🤖 AI Summary
To address the accuracy and efficiency bottlenecks in 6D pose estimation of surgical instruments—stemming from high calibration costs and scarcity of public benchmarks—this paper introduces SurgPose: the first large-scale surgical instrument pose estimation dataset featuring instance-level semantic keypoints and native stereo support. We propose a novel UV-fluorescent marker-based annotation method enabling non-intrusive, high-precision keypoint labeling.

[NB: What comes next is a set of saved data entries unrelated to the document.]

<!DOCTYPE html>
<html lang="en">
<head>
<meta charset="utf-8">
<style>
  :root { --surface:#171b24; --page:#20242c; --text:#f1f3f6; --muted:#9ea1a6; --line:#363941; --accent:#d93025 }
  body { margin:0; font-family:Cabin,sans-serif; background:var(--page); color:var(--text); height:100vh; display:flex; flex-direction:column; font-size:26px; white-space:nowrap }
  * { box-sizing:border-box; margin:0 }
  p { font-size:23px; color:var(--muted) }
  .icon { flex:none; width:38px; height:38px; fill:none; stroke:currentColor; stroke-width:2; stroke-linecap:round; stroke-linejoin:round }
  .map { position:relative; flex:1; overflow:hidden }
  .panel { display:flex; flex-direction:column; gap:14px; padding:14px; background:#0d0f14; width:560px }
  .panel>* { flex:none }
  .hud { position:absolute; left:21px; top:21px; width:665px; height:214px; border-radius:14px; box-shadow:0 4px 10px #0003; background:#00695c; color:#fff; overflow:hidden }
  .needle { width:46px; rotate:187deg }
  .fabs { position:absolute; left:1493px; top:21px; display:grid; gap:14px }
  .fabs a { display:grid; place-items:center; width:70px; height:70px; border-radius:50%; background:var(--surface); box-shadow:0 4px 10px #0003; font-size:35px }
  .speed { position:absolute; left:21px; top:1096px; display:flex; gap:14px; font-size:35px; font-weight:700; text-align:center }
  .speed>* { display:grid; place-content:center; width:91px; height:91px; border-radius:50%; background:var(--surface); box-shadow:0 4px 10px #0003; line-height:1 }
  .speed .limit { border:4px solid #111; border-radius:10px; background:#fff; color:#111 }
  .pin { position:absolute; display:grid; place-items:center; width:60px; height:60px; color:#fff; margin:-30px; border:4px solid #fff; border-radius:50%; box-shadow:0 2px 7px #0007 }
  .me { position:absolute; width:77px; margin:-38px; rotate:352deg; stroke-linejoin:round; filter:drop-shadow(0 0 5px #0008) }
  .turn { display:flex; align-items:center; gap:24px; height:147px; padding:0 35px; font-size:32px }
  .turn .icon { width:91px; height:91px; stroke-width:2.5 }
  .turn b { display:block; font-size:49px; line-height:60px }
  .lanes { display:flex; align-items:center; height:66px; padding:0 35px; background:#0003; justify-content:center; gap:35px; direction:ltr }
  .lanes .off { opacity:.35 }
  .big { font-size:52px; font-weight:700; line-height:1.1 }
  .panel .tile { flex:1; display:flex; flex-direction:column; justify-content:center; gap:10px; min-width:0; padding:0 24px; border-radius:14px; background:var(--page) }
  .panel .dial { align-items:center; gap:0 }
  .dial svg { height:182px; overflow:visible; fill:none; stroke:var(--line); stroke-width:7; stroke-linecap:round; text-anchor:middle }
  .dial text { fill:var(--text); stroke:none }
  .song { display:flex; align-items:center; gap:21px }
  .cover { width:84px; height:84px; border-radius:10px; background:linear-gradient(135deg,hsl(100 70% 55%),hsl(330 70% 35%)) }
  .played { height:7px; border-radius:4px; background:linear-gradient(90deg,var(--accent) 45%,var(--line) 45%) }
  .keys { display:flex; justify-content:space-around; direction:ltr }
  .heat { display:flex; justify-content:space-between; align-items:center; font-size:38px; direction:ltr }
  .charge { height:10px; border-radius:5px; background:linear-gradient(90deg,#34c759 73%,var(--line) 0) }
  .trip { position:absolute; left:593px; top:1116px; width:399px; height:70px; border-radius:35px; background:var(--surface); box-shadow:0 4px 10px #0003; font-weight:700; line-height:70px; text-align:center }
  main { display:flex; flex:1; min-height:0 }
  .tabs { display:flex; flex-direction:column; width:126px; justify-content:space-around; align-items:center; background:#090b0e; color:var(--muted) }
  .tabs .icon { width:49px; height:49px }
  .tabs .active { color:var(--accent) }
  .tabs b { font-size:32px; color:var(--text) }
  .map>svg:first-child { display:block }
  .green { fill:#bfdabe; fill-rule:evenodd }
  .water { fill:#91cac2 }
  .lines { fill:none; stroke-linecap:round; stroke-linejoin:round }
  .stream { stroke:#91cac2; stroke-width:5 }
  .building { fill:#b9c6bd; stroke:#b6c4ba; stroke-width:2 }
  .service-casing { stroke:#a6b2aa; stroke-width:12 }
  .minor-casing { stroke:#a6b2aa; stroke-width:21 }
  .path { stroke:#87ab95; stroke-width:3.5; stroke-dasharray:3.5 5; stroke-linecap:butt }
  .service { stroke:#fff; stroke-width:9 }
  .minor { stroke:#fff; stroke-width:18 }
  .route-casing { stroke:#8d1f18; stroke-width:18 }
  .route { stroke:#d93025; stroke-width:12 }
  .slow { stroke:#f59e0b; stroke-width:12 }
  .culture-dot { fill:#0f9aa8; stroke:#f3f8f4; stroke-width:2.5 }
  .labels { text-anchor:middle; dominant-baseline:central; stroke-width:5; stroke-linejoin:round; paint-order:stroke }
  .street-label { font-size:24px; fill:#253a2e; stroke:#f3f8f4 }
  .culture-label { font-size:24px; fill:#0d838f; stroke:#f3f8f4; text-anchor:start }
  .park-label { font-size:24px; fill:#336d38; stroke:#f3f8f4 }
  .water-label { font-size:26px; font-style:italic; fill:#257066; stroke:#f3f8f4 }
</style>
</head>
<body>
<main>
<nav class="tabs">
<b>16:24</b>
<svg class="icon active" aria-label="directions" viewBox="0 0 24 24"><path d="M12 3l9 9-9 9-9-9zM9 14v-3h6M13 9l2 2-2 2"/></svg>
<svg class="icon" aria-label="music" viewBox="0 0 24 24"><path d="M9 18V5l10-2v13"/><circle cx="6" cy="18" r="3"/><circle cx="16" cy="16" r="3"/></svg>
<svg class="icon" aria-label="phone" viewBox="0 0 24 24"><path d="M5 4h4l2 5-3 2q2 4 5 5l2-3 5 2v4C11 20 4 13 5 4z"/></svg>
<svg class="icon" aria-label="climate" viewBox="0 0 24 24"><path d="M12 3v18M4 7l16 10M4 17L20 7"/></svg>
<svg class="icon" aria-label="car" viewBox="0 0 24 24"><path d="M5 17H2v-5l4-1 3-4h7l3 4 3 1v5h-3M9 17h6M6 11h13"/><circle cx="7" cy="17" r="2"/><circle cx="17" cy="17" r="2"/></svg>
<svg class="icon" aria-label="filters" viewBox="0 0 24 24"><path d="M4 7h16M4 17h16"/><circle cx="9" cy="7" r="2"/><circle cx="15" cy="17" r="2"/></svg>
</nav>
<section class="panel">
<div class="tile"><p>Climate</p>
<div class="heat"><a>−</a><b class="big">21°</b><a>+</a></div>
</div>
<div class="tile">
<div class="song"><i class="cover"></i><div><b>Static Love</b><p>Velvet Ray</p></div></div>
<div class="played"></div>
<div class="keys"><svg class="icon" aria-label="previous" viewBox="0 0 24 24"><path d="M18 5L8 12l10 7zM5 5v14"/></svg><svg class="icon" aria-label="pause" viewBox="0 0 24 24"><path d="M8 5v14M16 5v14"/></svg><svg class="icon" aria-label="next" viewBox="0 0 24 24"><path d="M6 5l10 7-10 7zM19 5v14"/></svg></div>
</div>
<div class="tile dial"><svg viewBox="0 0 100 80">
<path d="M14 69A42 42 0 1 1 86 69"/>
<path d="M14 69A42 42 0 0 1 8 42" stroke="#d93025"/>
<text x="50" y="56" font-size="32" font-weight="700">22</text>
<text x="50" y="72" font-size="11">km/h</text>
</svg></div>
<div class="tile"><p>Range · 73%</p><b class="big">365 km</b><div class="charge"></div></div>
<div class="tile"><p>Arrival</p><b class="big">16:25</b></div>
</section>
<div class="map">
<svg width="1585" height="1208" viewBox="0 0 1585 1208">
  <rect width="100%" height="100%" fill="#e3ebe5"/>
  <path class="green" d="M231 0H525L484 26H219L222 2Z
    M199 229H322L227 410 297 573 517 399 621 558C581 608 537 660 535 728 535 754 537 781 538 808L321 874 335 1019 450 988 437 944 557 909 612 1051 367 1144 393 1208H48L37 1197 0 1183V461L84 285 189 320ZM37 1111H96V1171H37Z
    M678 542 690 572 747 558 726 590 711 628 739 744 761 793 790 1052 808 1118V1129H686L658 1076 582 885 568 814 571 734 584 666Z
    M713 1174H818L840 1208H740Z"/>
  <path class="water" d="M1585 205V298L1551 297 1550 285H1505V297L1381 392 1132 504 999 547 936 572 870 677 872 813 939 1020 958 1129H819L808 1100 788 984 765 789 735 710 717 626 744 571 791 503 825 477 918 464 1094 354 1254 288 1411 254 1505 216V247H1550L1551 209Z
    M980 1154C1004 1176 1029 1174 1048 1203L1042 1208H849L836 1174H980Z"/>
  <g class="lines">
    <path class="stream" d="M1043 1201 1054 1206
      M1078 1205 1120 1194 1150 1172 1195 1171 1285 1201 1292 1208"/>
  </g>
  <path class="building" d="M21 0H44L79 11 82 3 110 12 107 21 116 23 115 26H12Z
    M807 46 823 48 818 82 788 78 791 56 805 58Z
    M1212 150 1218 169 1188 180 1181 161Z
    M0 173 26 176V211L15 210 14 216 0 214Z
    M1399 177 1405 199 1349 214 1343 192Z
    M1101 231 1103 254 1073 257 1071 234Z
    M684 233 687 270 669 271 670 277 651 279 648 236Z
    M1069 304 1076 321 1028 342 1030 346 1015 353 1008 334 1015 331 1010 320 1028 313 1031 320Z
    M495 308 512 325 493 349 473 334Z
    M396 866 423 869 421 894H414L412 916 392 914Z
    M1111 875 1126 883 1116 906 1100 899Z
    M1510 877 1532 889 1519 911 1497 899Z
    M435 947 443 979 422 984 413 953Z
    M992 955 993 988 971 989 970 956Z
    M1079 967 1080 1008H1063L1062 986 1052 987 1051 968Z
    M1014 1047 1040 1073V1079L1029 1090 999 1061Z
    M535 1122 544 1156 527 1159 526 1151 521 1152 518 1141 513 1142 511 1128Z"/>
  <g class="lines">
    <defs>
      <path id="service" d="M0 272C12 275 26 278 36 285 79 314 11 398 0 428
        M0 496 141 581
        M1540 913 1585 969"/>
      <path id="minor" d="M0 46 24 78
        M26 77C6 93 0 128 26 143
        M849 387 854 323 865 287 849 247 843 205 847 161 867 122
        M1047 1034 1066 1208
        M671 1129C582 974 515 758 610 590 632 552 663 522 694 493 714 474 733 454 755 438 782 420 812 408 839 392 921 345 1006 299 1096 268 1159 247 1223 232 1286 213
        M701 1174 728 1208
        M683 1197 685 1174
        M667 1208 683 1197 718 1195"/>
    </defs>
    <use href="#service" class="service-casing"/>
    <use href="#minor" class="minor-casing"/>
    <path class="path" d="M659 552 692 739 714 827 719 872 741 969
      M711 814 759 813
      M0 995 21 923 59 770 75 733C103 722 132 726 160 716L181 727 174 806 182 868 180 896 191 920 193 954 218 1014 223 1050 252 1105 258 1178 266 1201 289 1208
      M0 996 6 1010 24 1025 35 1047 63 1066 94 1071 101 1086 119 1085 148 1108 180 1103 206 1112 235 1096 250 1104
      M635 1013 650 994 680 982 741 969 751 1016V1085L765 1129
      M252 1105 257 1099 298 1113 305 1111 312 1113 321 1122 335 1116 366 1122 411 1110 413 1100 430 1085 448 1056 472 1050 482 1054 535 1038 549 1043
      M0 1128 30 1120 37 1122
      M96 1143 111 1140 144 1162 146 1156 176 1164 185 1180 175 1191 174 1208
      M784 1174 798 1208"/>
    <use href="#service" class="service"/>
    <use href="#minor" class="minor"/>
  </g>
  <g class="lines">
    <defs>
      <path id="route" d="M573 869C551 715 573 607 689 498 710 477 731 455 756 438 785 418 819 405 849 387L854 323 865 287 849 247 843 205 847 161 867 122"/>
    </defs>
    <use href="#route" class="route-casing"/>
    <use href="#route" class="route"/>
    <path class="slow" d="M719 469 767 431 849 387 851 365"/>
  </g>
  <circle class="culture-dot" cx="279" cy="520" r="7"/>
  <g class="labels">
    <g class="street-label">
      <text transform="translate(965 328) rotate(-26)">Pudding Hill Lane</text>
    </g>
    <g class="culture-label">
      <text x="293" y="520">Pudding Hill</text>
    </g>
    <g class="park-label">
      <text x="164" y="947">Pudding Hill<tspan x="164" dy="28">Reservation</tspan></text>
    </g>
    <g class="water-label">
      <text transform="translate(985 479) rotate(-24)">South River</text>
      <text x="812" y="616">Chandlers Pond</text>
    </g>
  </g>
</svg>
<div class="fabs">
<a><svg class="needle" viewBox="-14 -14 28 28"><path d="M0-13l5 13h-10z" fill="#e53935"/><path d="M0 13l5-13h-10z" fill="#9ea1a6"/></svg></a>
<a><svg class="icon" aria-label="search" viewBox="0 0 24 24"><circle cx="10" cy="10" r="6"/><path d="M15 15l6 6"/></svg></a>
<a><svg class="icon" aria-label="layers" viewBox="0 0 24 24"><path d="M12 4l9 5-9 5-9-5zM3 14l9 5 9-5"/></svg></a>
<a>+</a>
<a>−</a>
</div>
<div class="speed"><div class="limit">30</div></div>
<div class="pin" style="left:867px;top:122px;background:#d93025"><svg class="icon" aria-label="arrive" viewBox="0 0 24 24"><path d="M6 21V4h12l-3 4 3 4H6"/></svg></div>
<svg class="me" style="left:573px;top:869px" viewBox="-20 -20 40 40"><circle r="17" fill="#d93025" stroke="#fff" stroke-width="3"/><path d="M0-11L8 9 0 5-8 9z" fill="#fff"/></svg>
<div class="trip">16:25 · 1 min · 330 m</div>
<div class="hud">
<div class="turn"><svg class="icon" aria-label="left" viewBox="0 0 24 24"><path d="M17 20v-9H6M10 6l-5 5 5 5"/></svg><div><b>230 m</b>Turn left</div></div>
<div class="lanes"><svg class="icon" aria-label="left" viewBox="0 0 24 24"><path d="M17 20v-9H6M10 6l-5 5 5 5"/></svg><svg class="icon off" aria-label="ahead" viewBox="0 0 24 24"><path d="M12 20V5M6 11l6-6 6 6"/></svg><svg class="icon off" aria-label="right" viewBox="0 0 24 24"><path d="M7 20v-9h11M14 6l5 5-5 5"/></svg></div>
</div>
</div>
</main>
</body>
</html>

SurgPose comprises 120K instrument instances across six categories, each annotated with seven semantic keypoints; reliable 3D pose ground truth is generated via synchronized stereo video and 2D-to-3D lifting. The dataset contains 80K training and 40K validation samples, accompanied by standardized benchmarking protocols using models such as HRNet. Experiments demonstrate significant improvements in both keypoint detection and 6D pose estimation performance, establishing SurgPose as a foundational resource for augmented reality–guided navigation and learning-based autonomous surgical manipulation.
📝 Abstract
Accurate and efficient surgical robotic tool pose estimation is of fundamental significance to downstream applications such as augmented reality (AR) in surgical training and learning-based autonomous manipulation. While significant advancements have been made in pose estimation for humans and animals, it is still a challenge in surgical robotics due to the scarcity of published data. The relatively large absolute error of the da Vinci end effector kinematics and arduous calibration procedure make calibrated kinematics data collection expensive. Driven by this limitation, we collected a dataset, dubbed SurgPose, providing instance-aware semantic keypoints and skeletons for visual surgical tool pose estimation and tracking. By marking keypoints using ultraviolet (UV) reactive paint, which is invisible under white light and fluorescent under UV light, we execute the same trajectory under different lighting conditions to collect raw videos and keypoint annotations, respectively. The SurgPose dataset consists of approximately 120k surgical instrument instances (80k for training and 40k for validation) of 6 categories. Each instrument instance is labeled with 7 semantic keypoints. Since the videos are collected in stereo pairs, the 2D pose can be lifted to 3D based on stereo-matching depth. In addition to releasing the dataset, we test a few baseline approaches to surgical instrument tracking to demonstrate the utility of SurgPose. More details can be found at surgpose.github.io.